━━ Records for processing

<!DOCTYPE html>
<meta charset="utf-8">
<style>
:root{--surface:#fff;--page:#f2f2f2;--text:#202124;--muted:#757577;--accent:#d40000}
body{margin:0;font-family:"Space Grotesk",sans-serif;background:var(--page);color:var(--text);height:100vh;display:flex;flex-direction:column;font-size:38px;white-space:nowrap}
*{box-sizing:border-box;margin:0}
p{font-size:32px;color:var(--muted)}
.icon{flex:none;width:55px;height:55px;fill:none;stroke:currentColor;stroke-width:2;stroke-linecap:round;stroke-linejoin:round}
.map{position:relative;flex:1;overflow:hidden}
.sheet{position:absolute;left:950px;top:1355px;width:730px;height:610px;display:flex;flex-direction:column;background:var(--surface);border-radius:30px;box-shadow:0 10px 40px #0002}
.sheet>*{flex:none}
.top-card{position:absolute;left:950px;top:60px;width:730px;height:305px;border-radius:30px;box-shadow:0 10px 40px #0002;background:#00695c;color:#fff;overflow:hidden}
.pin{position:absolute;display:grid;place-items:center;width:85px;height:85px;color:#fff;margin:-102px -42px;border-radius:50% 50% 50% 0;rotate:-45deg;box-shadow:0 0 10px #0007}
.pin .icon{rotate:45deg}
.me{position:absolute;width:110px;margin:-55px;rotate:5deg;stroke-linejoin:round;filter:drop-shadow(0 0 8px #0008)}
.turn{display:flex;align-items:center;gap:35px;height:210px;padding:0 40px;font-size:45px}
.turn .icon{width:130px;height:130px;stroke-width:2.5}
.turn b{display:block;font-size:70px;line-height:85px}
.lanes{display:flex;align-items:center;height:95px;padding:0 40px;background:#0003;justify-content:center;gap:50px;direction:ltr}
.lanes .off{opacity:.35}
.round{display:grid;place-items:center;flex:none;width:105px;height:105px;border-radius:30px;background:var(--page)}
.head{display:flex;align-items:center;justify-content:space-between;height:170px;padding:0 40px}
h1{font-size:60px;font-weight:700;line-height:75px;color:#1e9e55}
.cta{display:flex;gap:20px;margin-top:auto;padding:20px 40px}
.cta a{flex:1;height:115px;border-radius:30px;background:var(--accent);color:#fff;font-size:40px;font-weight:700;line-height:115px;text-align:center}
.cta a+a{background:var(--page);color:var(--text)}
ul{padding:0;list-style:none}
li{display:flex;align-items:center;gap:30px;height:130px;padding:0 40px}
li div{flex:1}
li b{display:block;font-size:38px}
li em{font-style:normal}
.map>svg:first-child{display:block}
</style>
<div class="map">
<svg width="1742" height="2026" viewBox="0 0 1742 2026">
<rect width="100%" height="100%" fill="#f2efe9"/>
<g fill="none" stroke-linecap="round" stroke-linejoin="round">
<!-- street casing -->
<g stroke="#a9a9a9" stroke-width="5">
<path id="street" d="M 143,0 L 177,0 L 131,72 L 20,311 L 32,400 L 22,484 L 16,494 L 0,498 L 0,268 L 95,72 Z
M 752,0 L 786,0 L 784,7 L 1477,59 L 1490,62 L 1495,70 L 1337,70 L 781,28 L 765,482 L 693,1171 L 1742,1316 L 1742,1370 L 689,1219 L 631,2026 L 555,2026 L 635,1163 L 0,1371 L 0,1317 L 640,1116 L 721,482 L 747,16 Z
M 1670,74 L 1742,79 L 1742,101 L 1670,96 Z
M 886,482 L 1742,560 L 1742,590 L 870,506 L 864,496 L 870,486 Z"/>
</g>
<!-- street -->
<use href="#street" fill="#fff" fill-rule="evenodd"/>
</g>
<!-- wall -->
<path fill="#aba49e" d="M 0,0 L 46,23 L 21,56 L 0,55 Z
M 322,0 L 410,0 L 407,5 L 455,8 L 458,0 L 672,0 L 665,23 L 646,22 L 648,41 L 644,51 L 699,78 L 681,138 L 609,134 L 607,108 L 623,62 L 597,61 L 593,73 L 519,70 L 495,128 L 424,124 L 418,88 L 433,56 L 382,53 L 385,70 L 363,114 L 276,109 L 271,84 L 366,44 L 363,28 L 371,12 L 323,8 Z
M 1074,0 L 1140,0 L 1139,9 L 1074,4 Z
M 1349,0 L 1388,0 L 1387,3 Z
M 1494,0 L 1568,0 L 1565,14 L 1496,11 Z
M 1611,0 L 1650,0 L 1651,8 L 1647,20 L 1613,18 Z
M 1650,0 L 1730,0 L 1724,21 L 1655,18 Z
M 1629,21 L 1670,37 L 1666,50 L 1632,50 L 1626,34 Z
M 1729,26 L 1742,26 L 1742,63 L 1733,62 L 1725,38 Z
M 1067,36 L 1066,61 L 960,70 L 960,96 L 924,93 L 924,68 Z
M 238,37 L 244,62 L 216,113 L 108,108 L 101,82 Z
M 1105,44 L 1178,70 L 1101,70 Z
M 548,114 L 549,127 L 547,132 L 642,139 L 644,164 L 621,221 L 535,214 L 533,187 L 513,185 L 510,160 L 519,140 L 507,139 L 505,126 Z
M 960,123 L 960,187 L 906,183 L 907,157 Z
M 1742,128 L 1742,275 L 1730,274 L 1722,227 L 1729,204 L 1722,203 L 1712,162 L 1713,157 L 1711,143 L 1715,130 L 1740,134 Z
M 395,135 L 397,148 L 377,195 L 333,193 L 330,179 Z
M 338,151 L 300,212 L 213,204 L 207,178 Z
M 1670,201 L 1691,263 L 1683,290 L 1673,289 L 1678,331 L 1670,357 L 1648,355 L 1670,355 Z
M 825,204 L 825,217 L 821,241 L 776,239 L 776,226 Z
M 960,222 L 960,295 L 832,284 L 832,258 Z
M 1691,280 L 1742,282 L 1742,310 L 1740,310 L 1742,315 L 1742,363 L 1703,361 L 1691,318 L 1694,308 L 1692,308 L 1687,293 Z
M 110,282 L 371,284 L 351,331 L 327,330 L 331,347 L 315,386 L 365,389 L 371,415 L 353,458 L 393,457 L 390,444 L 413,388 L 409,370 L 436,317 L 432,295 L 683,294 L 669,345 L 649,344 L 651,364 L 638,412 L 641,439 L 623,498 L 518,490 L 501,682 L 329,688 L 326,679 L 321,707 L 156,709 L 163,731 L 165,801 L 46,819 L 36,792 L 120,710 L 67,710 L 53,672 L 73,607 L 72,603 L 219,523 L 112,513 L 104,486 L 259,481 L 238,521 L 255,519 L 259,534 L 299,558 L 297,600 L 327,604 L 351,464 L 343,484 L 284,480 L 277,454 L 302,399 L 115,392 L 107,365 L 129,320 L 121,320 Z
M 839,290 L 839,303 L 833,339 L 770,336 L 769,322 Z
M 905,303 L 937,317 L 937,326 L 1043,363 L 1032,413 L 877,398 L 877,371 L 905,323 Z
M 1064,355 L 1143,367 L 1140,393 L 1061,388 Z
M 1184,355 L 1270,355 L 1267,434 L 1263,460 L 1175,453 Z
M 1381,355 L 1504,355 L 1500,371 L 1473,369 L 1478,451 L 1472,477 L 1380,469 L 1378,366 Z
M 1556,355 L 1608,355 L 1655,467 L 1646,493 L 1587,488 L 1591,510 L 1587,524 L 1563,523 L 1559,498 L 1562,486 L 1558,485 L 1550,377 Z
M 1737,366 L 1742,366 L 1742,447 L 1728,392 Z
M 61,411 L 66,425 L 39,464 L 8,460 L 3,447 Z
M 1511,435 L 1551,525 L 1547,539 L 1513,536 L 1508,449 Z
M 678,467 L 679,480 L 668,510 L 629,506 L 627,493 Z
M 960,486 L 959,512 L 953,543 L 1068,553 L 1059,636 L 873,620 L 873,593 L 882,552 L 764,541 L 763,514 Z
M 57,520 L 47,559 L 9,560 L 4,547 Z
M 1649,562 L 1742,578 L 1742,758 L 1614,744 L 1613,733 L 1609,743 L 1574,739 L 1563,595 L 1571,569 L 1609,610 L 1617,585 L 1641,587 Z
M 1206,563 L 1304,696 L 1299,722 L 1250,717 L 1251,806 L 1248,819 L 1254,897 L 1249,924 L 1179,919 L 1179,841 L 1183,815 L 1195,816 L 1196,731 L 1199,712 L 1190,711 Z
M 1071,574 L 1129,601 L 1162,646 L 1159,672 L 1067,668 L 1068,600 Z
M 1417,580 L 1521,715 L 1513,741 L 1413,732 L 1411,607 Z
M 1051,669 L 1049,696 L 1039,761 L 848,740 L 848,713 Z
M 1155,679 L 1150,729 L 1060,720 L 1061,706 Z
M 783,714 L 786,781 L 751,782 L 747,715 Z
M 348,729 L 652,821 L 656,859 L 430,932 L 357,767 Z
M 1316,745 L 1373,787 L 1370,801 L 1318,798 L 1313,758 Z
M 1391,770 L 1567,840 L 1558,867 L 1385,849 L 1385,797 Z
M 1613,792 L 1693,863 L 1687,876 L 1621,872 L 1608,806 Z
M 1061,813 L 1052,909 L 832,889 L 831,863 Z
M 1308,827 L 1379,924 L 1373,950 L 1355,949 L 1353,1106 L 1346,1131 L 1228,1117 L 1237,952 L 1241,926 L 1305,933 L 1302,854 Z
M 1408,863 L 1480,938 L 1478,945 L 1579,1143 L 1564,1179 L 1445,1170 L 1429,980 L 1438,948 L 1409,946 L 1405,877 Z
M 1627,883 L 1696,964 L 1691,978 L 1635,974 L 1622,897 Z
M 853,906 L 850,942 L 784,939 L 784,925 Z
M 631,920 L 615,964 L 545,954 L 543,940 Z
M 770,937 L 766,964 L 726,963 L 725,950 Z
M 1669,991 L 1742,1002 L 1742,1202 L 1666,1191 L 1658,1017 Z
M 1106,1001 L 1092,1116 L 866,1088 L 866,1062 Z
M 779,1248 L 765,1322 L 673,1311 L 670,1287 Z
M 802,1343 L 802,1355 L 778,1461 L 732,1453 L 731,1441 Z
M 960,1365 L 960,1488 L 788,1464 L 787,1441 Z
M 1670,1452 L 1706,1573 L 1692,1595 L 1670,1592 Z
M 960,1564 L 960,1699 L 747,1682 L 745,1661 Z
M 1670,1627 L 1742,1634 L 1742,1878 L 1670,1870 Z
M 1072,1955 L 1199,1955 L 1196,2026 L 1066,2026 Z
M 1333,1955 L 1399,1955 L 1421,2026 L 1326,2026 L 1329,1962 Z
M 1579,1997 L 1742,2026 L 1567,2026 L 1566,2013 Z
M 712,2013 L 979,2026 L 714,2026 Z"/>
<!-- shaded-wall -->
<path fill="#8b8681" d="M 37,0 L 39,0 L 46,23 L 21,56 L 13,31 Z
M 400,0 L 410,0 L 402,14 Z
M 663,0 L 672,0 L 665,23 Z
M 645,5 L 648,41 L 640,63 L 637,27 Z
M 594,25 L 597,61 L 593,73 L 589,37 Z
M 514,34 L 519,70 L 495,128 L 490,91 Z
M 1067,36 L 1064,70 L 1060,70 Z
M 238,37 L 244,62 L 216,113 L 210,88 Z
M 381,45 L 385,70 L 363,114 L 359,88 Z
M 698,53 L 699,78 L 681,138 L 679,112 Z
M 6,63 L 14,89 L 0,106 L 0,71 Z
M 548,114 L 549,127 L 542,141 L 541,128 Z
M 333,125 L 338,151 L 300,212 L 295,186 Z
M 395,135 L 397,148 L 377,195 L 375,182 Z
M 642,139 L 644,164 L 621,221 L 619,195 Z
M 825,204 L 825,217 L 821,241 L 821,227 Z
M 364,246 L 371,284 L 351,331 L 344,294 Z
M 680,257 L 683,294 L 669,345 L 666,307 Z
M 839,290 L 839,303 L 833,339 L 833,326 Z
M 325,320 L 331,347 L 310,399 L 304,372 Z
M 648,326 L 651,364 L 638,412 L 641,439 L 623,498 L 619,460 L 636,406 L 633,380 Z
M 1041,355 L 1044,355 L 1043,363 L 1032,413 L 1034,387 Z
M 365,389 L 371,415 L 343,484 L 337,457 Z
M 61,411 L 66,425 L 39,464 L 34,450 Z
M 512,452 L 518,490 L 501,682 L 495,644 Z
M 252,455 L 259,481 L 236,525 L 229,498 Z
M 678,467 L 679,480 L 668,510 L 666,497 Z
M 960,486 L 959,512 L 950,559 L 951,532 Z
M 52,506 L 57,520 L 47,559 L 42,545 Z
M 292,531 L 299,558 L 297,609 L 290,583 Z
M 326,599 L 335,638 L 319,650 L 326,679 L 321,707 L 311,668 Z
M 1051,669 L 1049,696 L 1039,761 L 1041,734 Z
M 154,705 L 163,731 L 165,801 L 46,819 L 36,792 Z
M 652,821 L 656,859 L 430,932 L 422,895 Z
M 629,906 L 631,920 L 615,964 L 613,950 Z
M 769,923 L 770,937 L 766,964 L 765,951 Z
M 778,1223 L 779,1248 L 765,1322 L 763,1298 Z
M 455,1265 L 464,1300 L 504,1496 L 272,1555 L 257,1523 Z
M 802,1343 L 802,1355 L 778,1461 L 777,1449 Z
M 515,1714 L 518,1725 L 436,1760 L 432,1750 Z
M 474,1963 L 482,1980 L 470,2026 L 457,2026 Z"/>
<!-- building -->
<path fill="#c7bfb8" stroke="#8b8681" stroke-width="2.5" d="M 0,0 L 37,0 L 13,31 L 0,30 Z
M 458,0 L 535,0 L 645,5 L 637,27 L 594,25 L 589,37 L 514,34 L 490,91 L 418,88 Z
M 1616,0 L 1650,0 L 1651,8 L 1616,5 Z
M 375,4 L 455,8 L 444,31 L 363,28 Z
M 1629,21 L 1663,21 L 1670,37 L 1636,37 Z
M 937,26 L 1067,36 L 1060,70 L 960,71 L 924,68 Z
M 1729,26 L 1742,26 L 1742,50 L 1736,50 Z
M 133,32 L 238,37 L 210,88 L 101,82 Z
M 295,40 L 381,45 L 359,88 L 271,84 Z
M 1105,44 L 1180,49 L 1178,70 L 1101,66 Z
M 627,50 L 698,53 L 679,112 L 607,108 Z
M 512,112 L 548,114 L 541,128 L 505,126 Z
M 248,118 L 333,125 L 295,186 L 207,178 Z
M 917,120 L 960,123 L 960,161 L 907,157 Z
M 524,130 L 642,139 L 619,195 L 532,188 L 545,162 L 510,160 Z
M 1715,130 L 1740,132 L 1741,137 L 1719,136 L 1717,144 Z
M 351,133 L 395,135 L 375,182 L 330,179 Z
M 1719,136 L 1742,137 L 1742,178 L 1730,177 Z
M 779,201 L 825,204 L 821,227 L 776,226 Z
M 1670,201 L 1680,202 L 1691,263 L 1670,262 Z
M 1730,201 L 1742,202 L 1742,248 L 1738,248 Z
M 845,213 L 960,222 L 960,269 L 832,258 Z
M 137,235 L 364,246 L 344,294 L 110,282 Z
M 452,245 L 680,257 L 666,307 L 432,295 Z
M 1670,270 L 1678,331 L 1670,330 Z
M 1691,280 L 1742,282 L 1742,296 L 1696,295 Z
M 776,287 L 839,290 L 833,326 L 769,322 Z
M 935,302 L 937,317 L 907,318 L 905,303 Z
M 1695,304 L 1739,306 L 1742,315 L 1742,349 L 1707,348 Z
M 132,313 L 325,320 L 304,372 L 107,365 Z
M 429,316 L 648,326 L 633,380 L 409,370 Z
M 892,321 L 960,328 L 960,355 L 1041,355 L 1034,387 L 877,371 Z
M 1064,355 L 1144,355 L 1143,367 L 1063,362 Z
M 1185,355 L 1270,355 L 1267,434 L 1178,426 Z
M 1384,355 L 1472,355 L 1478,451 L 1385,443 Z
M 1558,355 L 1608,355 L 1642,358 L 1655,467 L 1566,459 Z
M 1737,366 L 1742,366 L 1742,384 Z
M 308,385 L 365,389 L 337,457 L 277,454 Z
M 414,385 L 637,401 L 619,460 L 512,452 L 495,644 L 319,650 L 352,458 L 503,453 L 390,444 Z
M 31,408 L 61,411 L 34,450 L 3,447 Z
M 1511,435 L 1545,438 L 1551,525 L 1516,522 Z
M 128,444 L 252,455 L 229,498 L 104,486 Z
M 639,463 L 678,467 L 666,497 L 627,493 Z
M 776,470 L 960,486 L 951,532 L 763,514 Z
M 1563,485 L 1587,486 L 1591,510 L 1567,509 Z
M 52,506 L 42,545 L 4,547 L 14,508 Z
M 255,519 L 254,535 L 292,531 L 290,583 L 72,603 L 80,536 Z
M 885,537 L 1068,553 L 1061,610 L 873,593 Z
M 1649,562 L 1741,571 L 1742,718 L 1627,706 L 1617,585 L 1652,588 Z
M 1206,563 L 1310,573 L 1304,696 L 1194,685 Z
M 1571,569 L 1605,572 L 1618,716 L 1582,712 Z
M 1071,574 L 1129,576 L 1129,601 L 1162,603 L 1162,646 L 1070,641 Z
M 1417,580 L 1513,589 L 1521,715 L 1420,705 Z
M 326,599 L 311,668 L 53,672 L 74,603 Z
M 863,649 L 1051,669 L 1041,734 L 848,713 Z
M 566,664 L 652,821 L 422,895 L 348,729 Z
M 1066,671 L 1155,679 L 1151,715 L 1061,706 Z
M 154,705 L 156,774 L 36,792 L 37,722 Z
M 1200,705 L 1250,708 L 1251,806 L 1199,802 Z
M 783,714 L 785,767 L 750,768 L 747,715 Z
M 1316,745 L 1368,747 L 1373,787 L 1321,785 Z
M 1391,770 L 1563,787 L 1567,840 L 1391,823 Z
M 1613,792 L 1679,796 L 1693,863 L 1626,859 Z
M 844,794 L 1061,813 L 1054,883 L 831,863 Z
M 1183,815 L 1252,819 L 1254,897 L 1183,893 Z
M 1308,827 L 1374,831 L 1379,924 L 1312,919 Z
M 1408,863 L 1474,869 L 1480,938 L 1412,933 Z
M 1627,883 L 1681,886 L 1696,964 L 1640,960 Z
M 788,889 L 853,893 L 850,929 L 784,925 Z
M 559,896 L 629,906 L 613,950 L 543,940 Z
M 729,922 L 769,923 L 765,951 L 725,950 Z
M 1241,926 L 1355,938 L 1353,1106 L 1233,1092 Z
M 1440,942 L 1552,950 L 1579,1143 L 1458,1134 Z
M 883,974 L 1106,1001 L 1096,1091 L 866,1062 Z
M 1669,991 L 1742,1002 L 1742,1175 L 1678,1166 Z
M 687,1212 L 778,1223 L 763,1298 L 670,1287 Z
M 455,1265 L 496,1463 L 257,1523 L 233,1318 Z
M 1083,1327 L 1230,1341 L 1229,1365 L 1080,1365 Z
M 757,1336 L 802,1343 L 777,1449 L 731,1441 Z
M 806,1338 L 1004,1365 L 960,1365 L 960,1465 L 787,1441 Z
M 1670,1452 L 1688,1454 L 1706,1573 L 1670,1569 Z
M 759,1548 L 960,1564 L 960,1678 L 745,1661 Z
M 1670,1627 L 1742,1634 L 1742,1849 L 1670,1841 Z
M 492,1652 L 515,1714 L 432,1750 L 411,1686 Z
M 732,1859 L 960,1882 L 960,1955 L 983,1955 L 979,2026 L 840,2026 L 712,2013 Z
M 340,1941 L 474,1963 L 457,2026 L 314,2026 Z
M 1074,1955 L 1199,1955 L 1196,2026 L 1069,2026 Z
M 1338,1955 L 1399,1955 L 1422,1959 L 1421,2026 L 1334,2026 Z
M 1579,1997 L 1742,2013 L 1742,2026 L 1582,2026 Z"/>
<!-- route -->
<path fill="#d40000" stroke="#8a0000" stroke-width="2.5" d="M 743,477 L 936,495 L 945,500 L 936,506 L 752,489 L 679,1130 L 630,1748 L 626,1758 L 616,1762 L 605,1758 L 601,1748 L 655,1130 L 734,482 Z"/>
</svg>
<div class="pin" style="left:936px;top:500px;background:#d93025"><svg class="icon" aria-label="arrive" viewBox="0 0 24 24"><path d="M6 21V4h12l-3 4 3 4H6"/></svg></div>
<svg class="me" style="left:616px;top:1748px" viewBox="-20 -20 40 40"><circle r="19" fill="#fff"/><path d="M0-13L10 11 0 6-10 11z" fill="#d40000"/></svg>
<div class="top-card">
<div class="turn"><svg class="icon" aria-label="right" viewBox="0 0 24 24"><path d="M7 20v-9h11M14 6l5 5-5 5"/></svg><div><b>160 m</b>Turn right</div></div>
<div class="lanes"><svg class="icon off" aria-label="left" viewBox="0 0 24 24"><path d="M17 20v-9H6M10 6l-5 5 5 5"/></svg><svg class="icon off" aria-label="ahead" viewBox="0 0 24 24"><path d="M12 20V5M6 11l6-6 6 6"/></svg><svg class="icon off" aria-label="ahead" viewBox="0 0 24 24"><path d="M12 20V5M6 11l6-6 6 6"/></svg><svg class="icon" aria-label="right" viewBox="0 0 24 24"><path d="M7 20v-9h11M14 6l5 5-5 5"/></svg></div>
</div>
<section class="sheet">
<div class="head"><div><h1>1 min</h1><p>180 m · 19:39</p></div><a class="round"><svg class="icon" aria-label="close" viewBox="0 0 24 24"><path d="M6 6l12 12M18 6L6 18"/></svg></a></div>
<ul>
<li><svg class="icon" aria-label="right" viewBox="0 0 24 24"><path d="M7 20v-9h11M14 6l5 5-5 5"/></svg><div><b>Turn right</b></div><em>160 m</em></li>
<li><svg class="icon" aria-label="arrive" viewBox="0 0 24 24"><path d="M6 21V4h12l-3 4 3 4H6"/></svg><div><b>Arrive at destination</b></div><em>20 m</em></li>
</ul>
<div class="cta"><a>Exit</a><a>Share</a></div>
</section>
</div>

━━━━

◆ What this task involves
For this exercise, gather every line of the data that contains the word "direction".

◆ Answer to the exercise
body{margin:0;font-family:"Space Grotesk",sans-serif;background:var(--page);color:var(--text);height:100vh;display:flex;flex-direction:column;font-size:38px;white-space:nowrap}
.sheet{position:absolute;left:950px;top:1355px;width:730px;height:610px;display:flex;flex-direction:column;background:var(--surface);border-radius:30px;box-shadow:0 10px 40px #0002}
.lanes{display:flex;align-items:center;height:95px;padding:0 40px;background:#0003;justify-content:center;gap:50px;direction:ltr}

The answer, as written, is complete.